*** Opening RECORDS FOR PROCESSING ***
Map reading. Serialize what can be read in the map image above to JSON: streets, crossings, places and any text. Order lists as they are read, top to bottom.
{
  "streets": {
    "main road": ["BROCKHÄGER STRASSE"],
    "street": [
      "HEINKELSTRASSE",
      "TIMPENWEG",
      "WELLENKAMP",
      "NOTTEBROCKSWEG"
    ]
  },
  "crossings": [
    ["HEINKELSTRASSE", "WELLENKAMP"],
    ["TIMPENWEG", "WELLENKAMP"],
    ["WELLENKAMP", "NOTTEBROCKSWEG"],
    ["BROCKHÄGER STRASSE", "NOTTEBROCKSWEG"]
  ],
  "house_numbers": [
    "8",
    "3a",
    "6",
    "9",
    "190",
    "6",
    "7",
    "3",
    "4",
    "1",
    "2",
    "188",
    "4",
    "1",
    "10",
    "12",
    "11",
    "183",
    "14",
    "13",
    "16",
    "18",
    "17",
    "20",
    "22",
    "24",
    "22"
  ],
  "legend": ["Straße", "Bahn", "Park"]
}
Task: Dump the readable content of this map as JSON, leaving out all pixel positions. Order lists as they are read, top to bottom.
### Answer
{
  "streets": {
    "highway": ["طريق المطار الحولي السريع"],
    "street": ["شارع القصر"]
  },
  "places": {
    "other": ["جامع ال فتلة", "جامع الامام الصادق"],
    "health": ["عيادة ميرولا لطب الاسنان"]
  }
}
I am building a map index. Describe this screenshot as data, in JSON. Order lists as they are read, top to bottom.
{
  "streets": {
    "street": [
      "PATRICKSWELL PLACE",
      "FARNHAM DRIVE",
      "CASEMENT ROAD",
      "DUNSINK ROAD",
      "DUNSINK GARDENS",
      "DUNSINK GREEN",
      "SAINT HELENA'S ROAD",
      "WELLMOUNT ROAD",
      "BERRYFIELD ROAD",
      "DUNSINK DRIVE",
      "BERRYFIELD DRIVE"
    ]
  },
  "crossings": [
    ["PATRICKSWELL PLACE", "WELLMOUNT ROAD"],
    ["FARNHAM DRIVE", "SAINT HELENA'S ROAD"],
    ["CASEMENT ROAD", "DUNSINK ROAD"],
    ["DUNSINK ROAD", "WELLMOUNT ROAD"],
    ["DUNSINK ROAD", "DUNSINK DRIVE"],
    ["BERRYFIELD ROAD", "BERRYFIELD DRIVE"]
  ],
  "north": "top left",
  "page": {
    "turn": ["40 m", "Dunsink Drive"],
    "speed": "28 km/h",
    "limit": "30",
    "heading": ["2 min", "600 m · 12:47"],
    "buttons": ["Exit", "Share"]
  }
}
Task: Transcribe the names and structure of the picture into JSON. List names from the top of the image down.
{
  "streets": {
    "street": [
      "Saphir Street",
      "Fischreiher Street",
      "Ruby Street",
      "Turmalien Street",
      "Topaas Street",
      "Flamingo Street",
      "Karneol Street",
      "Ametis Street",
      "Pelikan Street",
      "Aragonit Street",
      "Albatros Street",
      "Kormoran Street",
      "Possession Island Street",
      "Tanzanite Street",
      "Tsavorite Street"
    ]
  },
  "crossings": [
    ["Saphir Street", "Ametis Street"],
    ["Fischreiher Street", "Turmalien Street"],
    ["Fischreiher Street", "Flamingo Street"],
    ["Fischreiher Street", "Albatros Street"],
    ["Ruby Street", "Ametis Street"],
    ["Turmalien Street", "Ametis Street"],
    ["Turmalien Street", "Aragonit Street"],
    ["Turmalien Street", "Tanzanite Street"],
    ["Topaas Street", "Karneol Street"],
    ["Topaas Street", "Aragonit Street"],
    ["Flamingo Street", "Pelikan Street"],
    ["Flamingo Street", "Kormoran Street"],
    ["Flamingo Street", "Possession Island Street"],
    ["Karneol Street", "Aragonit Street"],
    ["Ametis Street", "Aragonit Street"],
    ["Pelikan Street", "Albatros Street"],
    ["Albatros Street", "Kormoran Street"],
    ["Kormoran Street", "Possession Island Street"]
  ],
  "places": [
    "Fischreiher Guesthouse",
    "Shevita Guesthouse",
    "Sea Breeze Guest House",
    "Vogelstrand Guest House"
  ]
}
*** Closing RECORDS FOR PROCESSING ***
> **THE PROBLEM**
Copy every line that contains "Island" from the listing above.

> **FINAL ANSWER**
      "Possession Island Street",
    ["Flamingo Street", "Possession Island Street"],
    ["Kormoran Street", "Possession Island Street"]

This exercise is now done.